◆ PROBLEM: Exact output of all the records is required.

INPUT RECORDS section start

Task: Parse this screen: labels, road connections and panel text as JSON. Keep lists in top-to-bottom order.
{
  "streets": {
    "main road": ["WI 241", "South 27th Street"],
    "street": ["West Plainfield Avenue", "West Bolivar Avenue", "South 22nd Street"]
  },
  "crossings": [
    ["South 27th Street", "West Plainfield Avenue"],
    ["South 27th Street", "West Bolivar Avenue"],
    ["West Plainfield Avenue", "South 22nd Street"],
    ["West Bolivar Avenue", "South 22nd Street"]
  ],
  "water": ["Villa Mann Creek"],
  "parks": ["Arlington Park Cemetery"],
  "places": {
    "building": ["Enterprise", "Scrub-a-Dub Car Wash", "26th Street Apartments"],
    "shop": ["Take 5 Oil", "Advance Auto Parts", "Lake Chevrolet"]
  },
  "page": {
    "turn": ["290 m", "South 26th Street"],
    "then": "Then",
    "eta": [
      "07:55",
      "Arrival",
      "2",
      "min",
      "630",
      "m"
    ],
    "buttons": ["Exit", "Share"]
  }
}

INPUT RECORDS section end

◆ ANSWER TO THIS TASK:
Task: Parse this screen: labels, road connections and panel text as JSON. Keep lists in top-to-bottom order.
{
  "streets": {
    "main road": ["WI 241", "South 27th Street"],
    "street": ["West Plainfield Avenue", "West Bolivar Avenue", "South 22nd Street"]
  },
  "crossings": [
    ["South 27th Street", "West Plainfield Avenue"],
    ["South 27th Street", "West Bolivar Avenue"],
    ["West Plainfield Avenue", "South 22nd Street"],
    ["West Bolivar Avenue", "South 22nd Street"]
  ],
  "water": ["Villa Mann Creek"],
  "parks": ["Arlington Park Cemetery"],
  "places": {
    "building": ["Enterprise", "Scrub-a-Dub Car Wash", "26th Street Apartments"],
    "shop": ["Take 5 Oil", "Advance Auto Parts", "Lake Chevrolet"]
  },
  "page": {
    "turn": ["290 m", "South 26th Street"],
    "then": "Then",
    "eta": [
      "07:55",
      "Arrival",
      "2",
      "min",
      "630",
      "m"
    ],
    "buttons": ["Exit", "Share"]
  }
}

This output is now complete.